===== Data for review =====

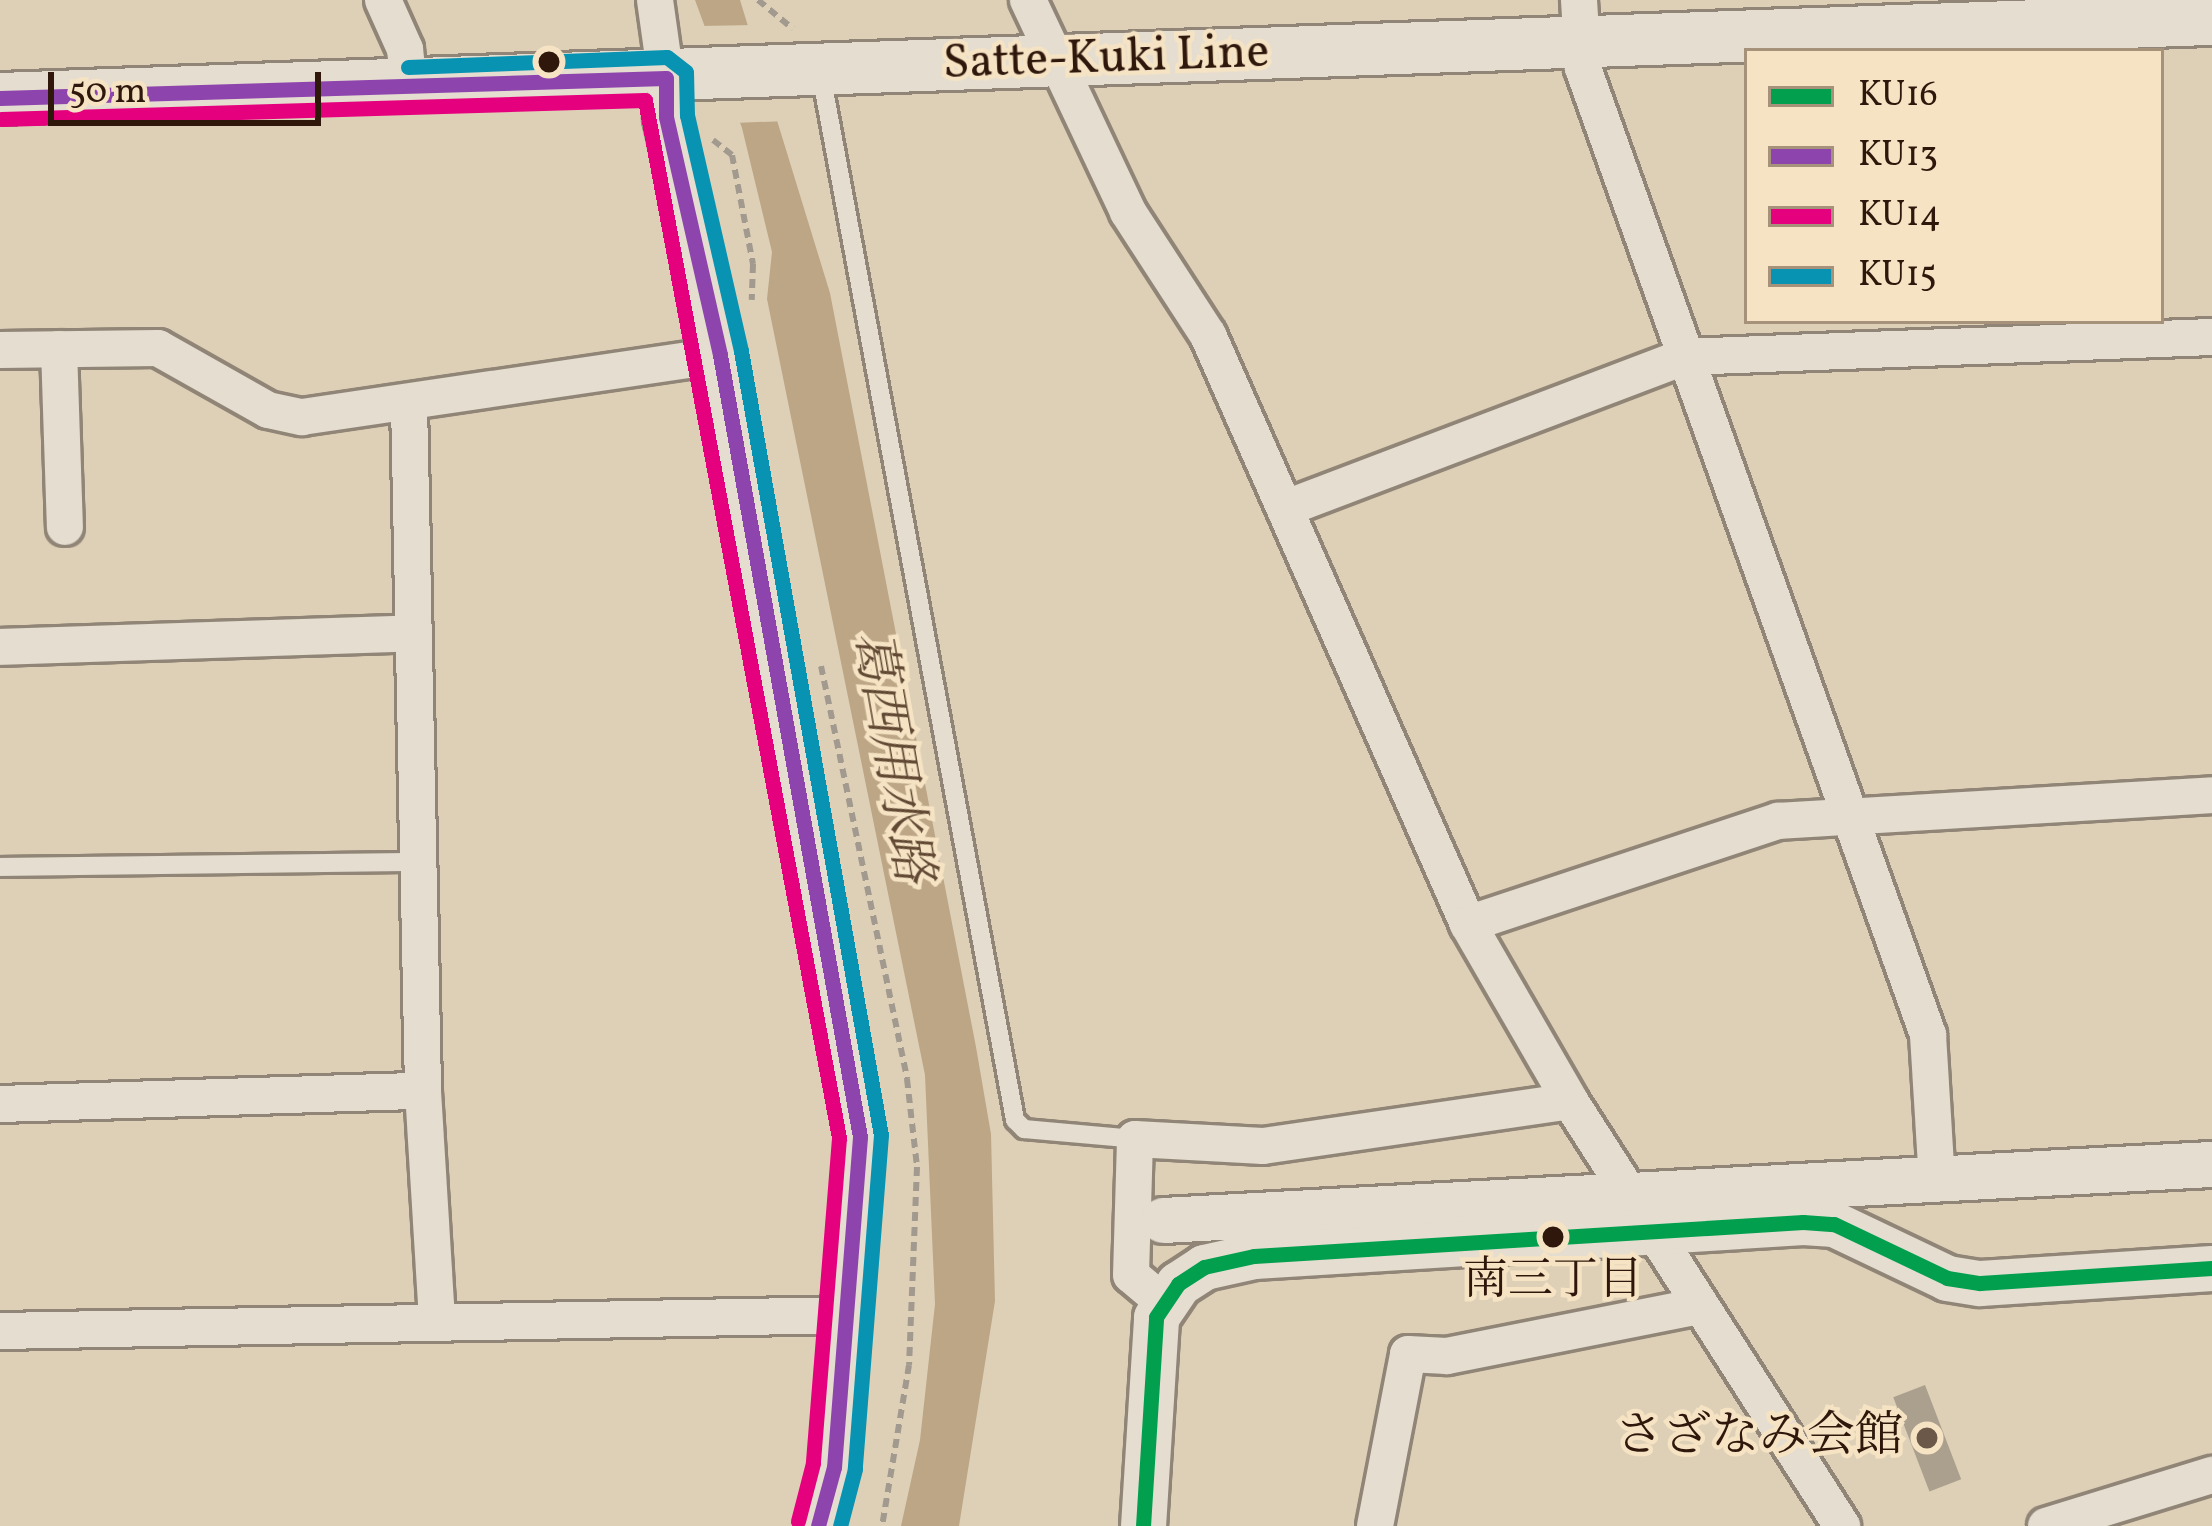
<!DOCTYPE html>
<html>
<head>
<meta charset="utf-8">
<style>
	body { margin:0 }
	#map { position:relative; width:2212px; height:1526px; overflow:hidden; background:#ded0b6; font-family:Vollkorn,"Noto Serif JP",serif }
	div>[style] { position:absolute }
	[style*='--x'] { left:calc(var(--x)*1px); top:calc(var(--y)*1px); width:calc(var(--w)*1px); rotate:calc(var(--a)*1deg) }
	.water>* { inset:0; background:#bca686 }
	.pier>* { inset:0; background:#ded0b6 }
	.building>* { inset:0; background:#aba08e; transform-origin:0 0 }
	.path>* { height:6px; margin-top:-3px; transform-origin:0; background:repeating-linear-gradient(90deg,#a29a8f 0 9px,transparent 0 15px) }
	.roads { filter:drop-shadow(3px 0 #908576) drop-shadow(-3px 0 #908576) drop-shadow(0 3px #908576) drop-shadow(0 -3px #908576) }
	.service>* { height:18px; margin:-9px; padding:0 9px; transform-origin:9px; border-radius:9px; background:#e4ddd0 }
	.minor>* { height:36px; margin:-18px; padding:0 18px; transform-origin:18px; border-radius:18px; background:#e4ddd0 }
	.tertiary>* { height:45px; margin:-22.5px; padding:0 22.5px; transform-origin:22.5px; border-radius:22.5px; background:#e4ddd0 }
	.secondary>* { height:51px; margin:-25.5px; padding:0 25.5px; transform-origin:25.5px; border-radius:25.5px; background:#e4ddd0 }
	.bus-1>* { height:15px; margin:-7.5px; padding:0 7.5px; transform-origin:7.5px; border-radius:7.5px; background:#029f4e }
	.bus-2>* { height:15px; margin:-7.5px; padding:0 7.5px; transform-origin:7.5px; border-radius:7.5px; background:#8e44ad }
	.bus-3>* { height:15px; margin:-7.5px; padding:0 7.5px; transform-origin:7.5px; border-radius:7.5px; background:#e5007d }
	.bus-4>* { height:15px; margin:-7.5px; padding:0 7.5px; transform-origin:7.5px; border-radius:7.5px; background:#0793b1 }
	.dots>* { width:33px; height:33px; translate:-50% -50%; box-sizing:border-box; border:6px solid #f5e3c4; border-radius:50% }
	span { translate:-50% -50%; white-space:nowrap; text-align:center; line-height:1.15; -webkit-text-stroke:9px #f5e3c4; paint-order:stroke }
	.bus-label { font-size:45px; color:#2f170c }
	.street-label { font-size:48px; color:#2f170c }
	.poi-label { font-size:48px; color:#2f170c }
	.right { translate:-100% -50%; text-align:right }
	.water-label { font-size:51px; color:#624934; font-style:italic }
	.legend { position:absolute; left:1744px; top:48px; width:420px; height:276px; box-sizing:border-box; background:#f5e3c4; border:3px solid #a6917a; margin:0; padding:15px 21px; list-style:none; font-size:36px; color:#2f170c }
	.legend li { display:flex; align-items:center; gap:24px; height:60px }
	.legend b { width:60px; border:3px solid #a6917a }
	.scale { position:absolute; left:48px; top:72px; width:273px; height:54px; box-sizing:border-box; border:6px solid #2f170c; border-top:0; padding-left:15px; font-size:36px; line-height:42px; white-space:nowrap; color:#2f170c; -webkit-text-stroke:9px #f5e3c4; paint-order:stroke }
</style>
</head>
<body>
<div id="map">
	<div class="water">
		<i style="clip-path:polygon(695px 0,740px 0,830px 293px,976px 1047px,991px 1134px,995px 1301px,959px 1526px,901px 1526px,920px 1440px,935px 1304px,925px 1075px,767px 299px,772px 252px,742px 128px)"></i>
	</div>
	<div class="pier">
		<i style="clip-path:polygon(755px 25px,787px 121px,734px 123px,700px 26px)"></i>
	</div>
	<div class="building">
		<i style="left:1925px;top:1385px;width:101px;height:34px;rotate:69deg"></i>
	</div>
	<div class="path">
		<i style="--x:758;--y:0;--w:45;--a:39.6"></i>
		<i style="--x:713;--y:140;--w:24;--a:38"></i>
		<i style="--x:732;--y:155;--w:111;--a:79.1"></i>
		<i style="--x:753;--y:264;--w:36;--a:92"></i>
		<i style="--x:821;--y:666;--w:422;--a:78.2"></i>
		<i style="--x:907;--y:1079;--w:89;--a:83.5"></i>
		<i style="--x:917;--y:1167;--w:198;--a:92.3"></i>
		<i style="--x:909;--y:1365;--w:163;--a:99.5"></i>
	</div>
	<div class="roads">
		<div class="service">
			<i style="--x:821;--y:74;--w:1064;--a:79.49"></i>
			<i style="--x:1015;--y:1120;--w:13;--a:45"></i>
			<i style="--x:1024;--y:1129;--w:111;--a:5.1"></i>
			<i style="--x:0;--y:867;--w:419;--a:-0.7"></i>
		</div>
		<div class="minor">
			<i style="--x:383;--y:0;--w:54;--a:65.8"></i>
			<i style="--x:405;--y:49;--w:39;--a:84"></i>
			<i style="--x:655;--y:0;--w:79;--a:82"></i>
			<i style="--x:1028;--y:0;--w:234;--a:64.7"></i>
			<i style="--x:1128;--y:212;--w:147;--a:57"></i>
			<i style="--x:1208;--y:335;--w:644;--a:66.18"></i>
			<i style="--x:1468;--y:924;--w:327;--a:-18.4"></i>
			<i style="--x:1778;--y:821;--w:435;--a:-3.4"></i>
			<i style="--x:1579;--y:0;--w:68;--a:86.6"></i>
			<i style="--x:1583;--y:68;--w:1027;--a:70.36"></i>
			<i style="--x:1928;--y:1035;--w:146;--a:86.5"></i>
			<i style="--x:59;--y:349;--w:178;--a:88.1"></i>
			<i style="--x:0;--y:350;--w:158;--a:-0.7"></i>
			<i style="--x:158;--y:348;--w:126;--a:29.4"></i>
			<i style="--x:268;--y:410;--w:35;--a:12"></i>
			<i style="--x:302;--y:417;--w:423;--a:-8.4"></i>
			<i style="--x:409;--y:403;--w:688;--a:88.83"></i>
			<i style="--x:423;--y:1091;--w:231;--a:86.5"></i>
			<i style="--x:1289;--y:507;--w:423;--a:-20.8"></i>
			<i style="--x:1684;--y:357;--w:528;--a:-2.17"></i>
			<i style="--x:0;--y:647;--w:414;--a:-1.9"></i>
			<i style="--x:1468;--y:924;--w:204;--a:60"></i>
			<i style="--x:1570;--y:1101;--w:505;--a:57.38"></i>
			<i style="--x:0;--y:1104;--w:423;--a:-1.8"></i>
			<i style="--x:1162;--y:1301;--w:40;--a:-140"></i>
			<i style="--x:1131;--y:1275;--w:136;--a:-88.3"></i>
			<i style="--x:1135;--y:1139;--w:128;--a:3.1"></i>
			<i style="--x:1263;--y:1146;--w:310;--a:-8.3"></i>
			<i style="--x:0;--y:1331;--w:850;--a:-1.08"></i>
			<i style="--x:1375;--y:1526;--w:175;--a:-79.1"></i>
			<i style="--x:1408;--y:1354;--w:39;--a:3"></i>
			<i style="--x:1447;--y:1356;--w:258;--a:-11.2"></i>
			<i style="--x:2046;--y:1526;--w:174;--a:-17.1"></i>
		</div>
		<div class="tertiary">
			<i style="--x:666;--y:78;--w:39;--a:90"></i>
			<i style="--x:666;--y:117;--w:244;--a:77.2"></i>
			<i style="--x:720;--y:355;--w:794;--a:79.85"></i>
			<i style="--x:860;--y:1137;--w:331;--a:94.5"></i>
			<i style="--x:834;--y:1467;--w:61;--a:105.2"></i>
			<i style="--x:1163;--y:1220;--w:1050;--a:-3.06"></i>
			<i style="--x:1143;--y:1526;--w:209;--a:-86.4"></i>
			<i style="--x:1156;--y:1317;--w:40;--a:-56"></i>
			<i style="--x:1178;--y:1284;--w:31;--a:-33"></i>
			<i style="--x:1204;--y:1267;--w:51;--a:-12.4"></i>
			<i style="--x:1254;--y:1256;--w:550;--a:-3.54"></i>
			<i style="--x:1803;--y:1222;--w:31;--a:4"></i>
			<i style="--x:1834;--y:1224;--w:125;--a:25.5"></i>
			<i style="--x:1947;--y:1278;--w:33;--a:9"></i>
			<i style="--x:1980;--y:1283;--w:232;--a:-3.7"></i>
		</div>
		<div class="secondary">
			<i style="--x:0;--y:98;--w:2213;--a:-2.05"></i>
		</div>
	</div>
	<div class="bus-1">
		<i style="--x:1143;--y:1526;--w:209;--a:-86.4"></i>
		<i style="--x:1156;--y:1317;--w:40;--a:-56"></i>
		<i style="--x:1178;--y:1284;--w:31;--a:-33"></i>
		<i style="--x:1204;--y:1267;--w:51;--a:-12.4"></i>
		<i style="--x:1254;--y:1256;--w:550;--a:-3.54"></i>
		<i style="--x:1803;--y:1222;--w:31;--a:4"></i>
		<i style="--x:1834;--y:1224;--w:125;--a:25.5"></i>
		<i style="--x:1947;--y:1278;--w:33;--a:9"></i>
		<i style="--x:1980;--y:1283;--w:232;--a:-3.7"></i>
	</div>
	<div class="bus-2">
		<i style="--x:0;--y:98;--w:666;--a:-1.72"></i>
		<i style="--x:666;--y:78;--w:39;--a:90"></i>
		<i style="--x:666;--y:117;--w:244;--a:77.2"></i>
		<i style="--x:720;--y:355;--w:794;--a:79.85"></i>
		<i style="--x:860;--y:1137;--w:331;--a:94.5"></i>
		<i style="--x:834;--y:1467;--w:61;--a:105.2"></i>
	</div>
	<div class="bus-3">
		<i style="--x:1;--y:119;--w:644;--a:-1.69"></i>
		<i style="--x:645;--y:100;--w:1056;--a:79.41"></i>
		<i style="--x:839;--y:1138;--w:326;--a:94.6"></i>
		<i style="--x:813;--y:1463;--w:60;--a:104.5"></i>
	</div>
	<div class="bus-4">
		<i style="--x:408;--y:67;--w:259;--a:-2.2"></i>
		<i style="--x:667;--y:57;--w:24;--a:38"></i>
		<i style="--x:686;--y:72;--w:43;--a:88.7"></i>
		<i style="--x:687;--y:115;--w:242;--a:77.1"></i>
		<i style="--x:741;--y:351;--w:796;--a:79.88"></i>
		<i style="--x:881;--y:1135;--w:335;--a:94.5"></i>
		<i style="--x:855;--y:1469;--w:59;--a:104.7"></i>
	</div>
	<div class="dots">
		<i style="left:549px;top:62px;background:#2f170c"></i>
		<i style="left:1553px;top:1237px;background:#2f170c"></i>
		<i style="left:1927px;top:1438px;background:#6c5848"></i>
	</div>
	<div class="bus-label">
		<span style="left:1553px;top:1282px">南三丁目</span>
	</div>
	<div class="street-label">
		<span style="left:1106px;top:59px;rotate:-2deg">Satte-Kuki Line</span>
	</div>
	<div class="poi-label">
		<span class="right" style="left:1903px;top:1438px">さざなみ会館</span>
	</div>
	<div class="water-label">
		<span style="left:890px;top:757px;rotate:80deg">葛西用水路</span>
	</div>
	<ul class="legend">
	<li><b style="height:15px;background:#029f4e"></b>KU16</li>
	<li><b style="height:15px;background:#8e44ad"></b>KU13</li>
	<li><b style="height:15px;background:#e5007d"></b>KU14</li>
	<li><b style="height:15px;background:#0793b1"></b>KU15</li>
	</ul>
	<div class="scale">50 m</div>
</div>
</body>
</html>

=====

Instructions to follow: Each line of the data above containing the string "roads" is to be copied.

Solution to this task:
	.roads { filter:drop-shadow(3px 0 #908576) drop-shadow(-3px 0 #908576) drop-shadow(0 3px #908576) drop-shadow(0 -3px #908576) }
	<div class="roads">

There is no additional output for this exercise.